RECORDED INFORMATION: Begin

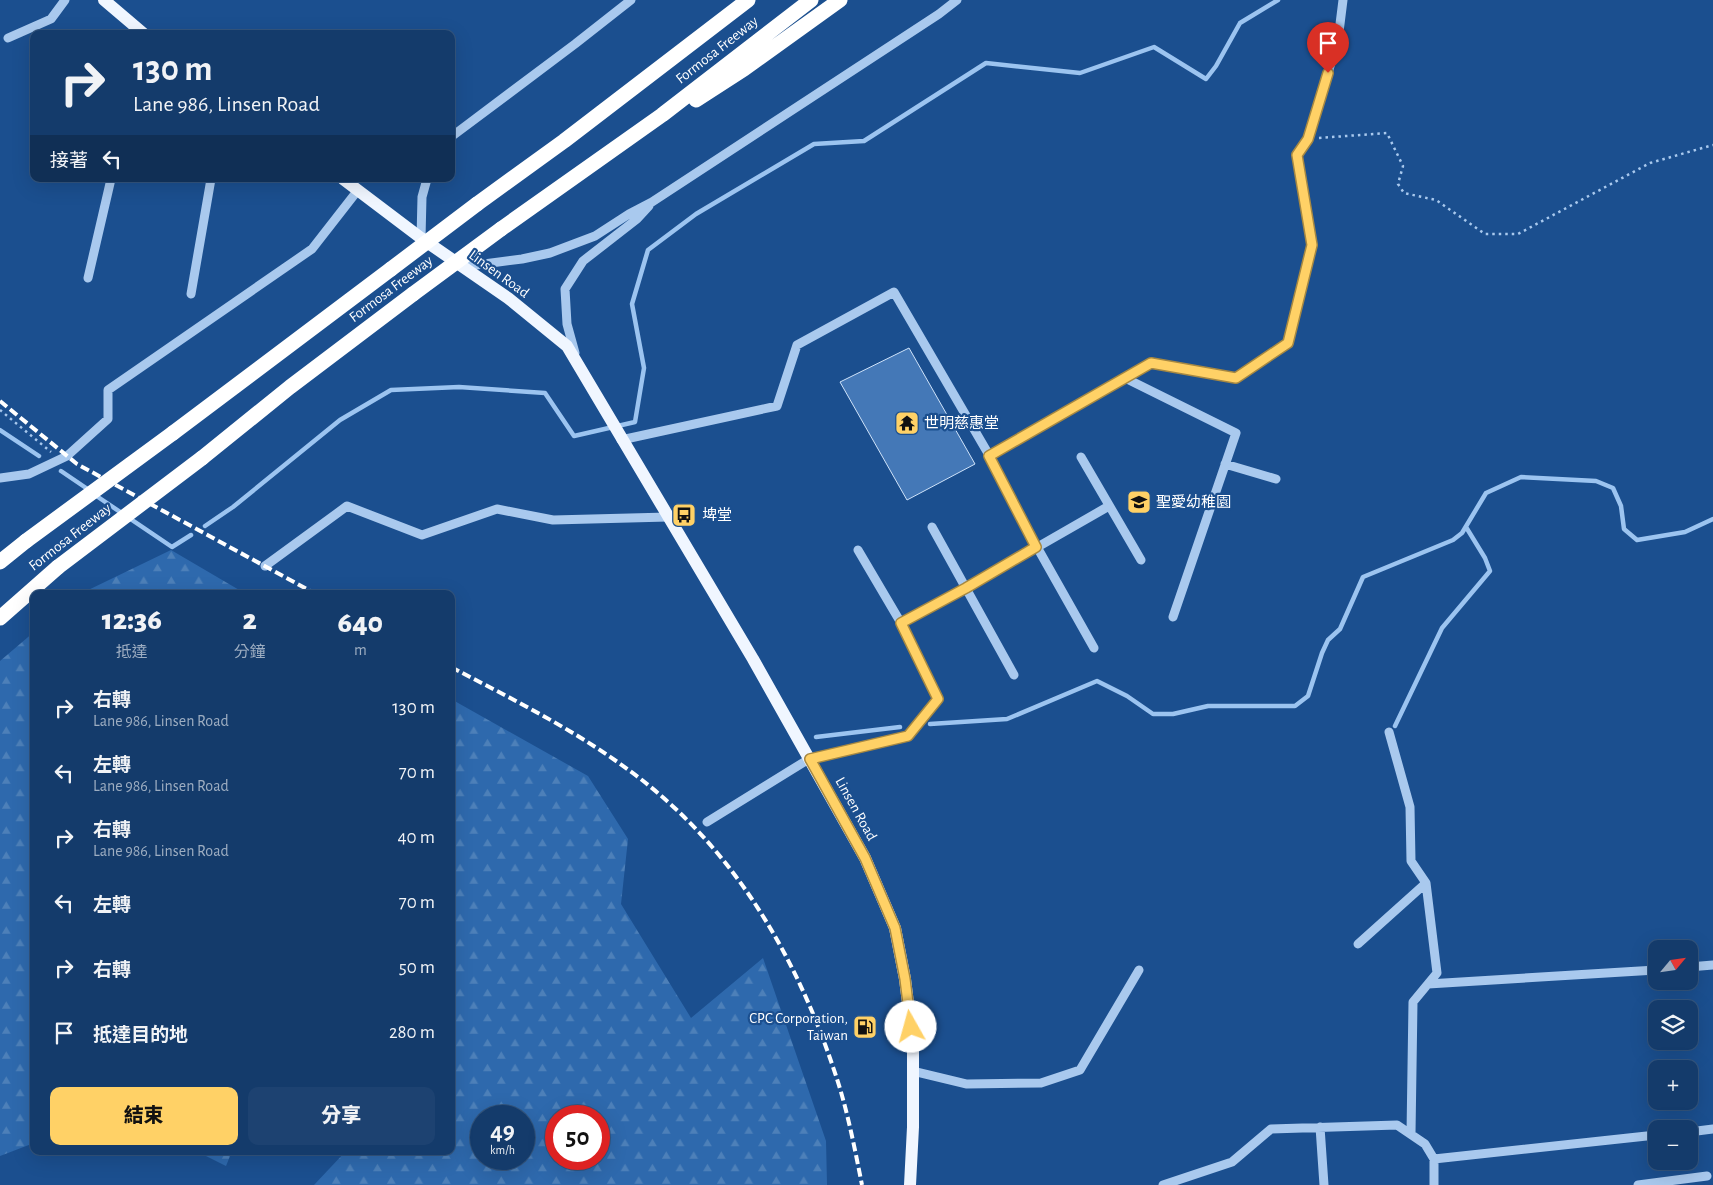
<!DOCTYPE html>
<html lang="zh-TW">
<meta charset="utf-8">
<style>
:root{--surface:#143b6b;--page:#1d4271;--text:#f1f3f6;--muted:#9dadc1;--line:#33557e;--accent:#ffd166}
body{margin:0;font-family:"Alegreya Sans","Noto Sans TC",sans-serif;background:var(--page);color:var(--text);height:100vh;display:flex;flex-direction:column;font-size:19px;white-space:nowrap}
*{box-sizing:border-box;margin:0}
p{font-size:16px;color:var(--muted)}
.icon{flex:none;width:28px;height:28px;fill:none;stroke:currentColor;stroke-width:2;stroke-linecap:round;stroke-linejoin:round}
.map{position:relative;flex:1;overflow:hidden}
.drawer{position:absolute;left:30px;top:590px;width:425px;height:565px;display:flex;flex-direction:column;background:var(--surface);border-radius:10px;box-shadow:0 5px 20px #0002,0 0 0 1px var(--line)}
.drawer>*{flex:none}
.guide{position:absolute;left:30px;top:30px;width:425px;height:152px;border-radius:10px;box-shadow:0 5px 20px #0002,0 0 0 1px var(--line);background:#143b6b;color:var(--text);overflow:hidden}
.needle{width:32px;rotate:61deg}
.fabs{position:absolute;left:1648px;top:940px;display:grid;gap:10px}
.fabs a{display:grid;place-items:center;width:50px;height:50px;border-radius:10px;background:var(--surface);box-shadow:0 5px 20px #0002,0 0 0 1px var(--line);font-size:25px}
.speed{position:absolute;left:470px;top:1105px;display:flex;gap:10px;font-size:25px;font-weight:700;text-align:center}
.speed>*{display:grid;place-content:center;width:65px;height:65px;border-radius:50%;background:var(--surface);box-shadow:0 5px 20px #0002,0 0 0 1px var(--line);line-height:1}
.speed small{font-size:12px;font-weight:400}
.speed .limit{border:8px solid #d22;background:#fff;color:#111}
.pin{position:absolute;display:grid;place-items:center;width:42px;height:42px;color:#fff;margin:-51px -21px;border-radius:50% 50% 50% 0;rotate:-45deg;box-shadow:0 0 5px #0007}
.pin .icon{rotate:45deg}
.me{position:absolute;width:55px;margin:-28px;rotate:353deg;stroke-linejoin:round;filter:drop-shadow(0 0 4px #0008)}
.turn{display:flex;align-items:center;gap:18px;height:105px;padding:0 20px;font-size:22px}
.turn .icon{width:65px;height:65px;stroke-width:2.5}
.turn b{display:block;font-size:35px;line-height:42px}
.then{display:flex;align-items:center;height:48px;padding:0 20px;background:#0003;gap:10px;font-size:19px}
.eta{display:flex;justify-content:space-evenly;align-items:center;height:85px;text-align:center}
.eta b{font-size:30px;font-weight:800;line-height:35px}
.primary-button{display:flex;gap:10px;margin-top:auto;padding:10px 20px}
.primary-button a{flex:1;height:58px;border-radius:10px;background:var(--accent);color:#111;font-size:20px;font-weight:800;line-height:58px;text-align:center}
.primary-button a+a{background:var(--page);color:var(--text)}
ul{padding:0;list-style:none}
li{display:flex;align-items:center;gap:15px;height:65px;padding:0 20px}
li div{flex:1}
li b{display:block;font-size:19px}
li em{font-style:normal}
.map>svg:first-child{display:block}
.forest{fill:url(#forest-firs);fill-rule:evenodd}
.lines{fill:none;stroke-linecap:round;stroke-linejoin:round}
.stream{stroke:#9cc4f0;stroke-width:4.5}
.building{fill:#4478b7;stroke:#cfe3fa}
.path{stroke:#a9c9ee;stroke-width:2.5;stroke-dasharray:2.5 4;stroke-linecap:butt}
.minor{stroke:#a9c9ee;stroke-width:9}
.major{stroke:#f0f6ff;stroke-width:12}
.highway{stroke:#fff;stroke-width:15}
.rail{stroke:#fff;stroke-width:4;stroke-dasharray:9 4;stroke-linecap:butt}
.highway-bridge{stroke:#fff;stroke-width:15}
.route-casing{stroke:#a68842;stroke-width:12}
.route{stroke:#ffd166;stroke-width:9}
.labels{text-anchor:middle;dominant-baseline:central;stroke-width:4.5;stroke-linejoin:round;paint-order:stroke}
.street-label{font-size:15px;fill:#fff;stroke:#1b4f8f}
.poi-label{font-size:15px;fill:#fff;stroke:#1b4f8f;text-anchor:start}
</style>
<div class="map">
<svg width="1713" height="1185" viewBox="0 0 1713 1185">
<defs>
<pattern id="forest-firs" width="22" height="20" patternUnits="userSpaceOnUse" patternTransform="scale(1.25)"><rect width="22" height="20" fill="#2e69ad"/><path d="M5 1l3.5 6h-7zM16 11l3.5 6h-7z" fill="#4d80b9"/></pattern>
</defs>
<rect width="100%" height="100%" fill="#1b4f8f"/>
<path class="forest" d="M171,550L246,594H80Z
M34,632V1143L0,1156V661Z
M451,699L588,776L628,839L621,904L691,1018L763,958L826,1141L827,1185H314L346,1151H451ZM481,1116H524V1159H481ZM556,1116H599V1159H556Z
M196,1151H232L226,1166Z"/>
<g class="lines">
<path class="stream" d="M0,430L39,456
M61,471L89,490
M95,495L172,547L191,535
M205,526L233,507L340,420L391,390L459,387L545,393L574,436L635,422L644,368L632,304L648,250L696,214L814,144L864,141L986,63L1080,73L1154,47L1206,79L1216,66L1240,23L1278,0
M930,724L1007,719L1097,681L1127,696L1153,714H1173L1208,706H1295L1308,696L1322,653L1328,640L1340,629L1363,577L1453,540L1462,533L1486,493L1521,477L1596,481L1613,488L1621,506L1624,529L1637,540L1685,532L1713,519
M1395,726L1442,628L1490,571L1485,558L1466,527
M816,737L900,727"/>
</g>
<path class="building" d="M909,348L975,464L907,500L840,382Z"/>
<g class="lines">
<path class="path" d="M1319,138L1387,133L1403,166L1398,184L1404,193L1436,200L1485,234H1518L1650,163L1713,145
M0,410L51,452"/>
<path class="minor" d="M8,38L51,19L65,0
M451,137L575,44L631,0
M421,238L422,197L427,179
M461,267L522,259L550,253L595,236L629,214L652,202L939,14L957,0
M88,278L111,179
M191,294L211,179
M575,353L567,324L565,289L583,261L637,219L649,206
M1125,378L1236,433L1173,617
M621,440L777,406L797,345L894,292L989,455L1037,547L1094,648
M989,455L1151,363L1236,378L1288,343L1312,245L1297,155L1308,139L1338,40L1343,0
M1081,457L1141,560
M1225,464L1276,479
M0,478L29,474L67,456L108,419V390L312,249L358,190
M932,527L1014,675
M265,566L347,506L422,535L497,509L553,520L668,517
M901,623L966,588L1109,506
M1389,732L1410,807L1411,861L1426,883L1437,973L1413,1002L1411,1134
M707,822L809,759L907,736L938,699L901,623L858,550
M1358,944L1426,883
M1689,967L1713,965
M1428,984L1656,970
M913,1071L967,1084L1041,1083L1080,1070L1139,970
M1320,1127L1324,1185
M1689,1132L1713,1129
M1434,1159L1656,1135
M1163,1185L1232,1162L1271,1129L1397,1125L1425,1144L1434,1159V1185
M1638,1185L1707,1176"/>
<path class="major" d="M104,0L144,34
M343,179L421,238L508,298L567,346L753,659L865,858L895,928L905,979L913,1043V1127L910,1185"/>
<path class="highway" d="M696,100L744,69L840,0
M477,204L564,141L748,0
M501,229L662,115L811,0
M173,433L391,269
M202,458L290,387L413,294
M0,562L26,541
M0,618L58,567"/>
<path class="rail" d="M0,401L77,464L316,594
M451,667C512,699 575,730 630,771C734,847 798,958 837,1079C848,1113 855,1150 862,1185"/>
<path class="highway-bridge" d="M391,269L477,204
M413,294L501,229
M26,541L173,433
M58,567L202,458"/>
</g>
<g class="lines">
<g class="route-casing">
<path id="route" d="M911,1027L905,979L895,928L865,858L810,759L908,736L938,699L901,623L966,588L1036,547L989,456L1151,363L1236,378L1288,343L1312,245L1297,155L1308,139L1328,73"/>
</g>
<use href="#route" class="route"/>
</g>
<defs>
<g id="temple-square" transform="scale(1.25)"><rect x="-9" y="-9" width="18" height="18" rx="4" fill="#ffd166" stroke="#1b4f8f"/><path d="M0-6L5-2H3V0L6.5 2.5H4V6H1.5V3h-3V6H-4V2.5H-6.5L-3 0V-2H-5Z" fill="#111"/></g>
<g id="school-square" transform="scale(1.25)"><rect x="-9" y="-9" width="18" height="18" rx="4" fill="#ffd166" stroke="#1b4f8f"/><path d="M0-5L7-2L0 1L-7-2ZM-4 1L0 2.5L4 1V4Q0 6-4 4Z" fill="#111"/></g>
<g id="bus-square" transform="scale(1.25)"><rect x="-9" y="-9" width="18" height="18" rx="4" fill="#ffd166" stroke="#1b4f8f"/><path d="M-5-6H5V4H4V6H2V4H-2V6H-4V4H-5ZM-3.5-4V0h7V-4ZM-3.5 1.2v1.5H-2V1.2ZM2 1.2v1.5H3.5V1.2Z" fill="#111"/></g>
<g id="fuel-square" transform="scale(1.25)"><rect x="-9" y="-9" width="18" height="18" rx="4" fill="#ffd166" stroke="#1b4f8f"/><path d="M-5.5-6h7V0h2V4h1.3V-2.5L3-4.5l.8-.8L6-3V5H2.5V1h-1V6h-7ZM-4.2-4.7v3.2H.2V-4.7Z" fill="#111"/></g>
</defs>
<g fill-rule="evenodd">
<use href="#temple-square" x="907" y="423"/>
<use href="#school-square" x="1139" y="502"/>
<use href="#bus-square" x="684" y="515"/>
<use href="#fuel-square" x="865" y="1027"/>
</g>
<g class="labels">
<g class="street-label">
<text transform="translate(717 50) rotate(-38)">Formosa Freeway</text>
<text transform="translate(499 274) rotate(36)">Linsen Road</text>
<text transform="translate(391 289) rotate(-37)">Formosa Freeway</text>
<text transform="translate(70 537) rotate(-38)">Formosa Freeway</text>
<text transform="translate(856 809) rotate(61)">Linsen Road</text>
</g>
<g class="poi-label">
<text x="924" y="423">世明慈惠堂</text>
<text x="1156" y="502">聖愛幼稚園</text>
<text x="702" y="515">埤堂</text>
<text x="848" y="1018" text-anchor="end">CPC Corporation,<tspan x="848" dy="17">Taiwan</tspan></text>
</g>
</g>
</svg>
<div class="fabs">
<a><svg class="needle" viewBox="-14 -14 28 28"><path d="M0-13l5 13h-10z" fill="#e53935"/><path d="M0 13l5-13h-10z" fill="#9dadc1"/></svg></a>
<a><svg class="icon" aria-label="layers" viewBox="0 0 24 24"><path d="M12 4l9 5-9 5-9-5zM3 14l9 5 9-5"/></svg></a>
<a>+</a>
<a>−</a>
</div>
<div class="speed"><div>49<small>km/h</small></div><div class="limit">50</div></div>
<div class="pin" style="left:1328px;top:73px;background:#d93025"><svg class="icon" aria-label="arrive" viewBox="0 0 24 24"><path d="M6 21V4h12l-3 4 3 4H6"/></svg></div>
<svg class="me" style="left:911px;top:1027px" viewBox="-20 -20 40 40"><circle r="19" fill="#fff"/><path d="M0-13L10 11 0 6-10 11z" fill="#ffd166"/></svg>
<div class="guide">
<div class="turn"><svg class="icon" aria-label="right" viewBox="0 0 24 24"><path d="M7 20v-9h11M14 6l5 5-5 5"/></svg><div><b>130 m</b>Lane 986, Linsen Road</div></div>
<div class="then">接著<svg class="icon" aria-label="left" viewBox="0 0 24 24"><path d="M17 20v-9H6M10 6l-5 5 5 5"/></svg></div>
</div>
<section class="drawer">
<div class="eta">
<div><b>12:36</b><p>抵達</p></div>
<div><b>2</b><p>分鐘</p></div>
<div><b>640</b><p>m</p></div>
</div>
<ul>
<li><svg class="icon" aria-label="right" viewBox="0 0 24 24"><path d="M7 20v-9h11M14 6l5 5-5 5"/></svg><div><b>右轉</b><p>Lane 986, Linsen Road</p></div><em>130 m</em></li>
<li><svg class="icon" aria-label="left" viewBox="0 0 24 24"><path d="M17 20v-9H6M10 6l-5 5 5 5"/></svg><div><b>左轉</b><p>Lane 986, Linsen Road</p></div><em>70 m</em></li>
<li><svg class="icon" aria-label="right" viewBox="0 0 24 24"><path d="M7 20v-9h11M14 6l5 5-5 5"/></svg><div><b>右轉</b><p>Lane 986, Linsen Road</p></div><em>40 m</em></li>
<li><svg class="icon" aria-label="left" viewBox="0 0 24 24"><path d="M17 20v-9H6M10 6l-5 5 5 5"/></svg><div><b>左轉</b></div><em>70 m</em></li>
<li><svg class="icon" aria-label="right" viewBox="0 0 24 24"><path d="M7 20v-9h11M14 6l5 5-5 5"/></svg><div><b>右轉</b></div><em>50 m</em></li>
<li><svg class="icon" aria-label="arrive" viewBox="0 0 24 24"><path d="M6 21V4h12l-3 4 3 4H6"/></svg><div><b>抵達目的地</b></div><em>280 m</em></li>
</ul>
<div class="primary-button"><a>結束</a><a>分享</a></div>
</section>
</div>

RECORDED INFORMATION: End

◆ **WHAT THE TASK REQUIRES**: Among the lines of the listing above, count those that include the string "overflow" and give that total alone.

◆ **EXERCISE SOLUTION**: 2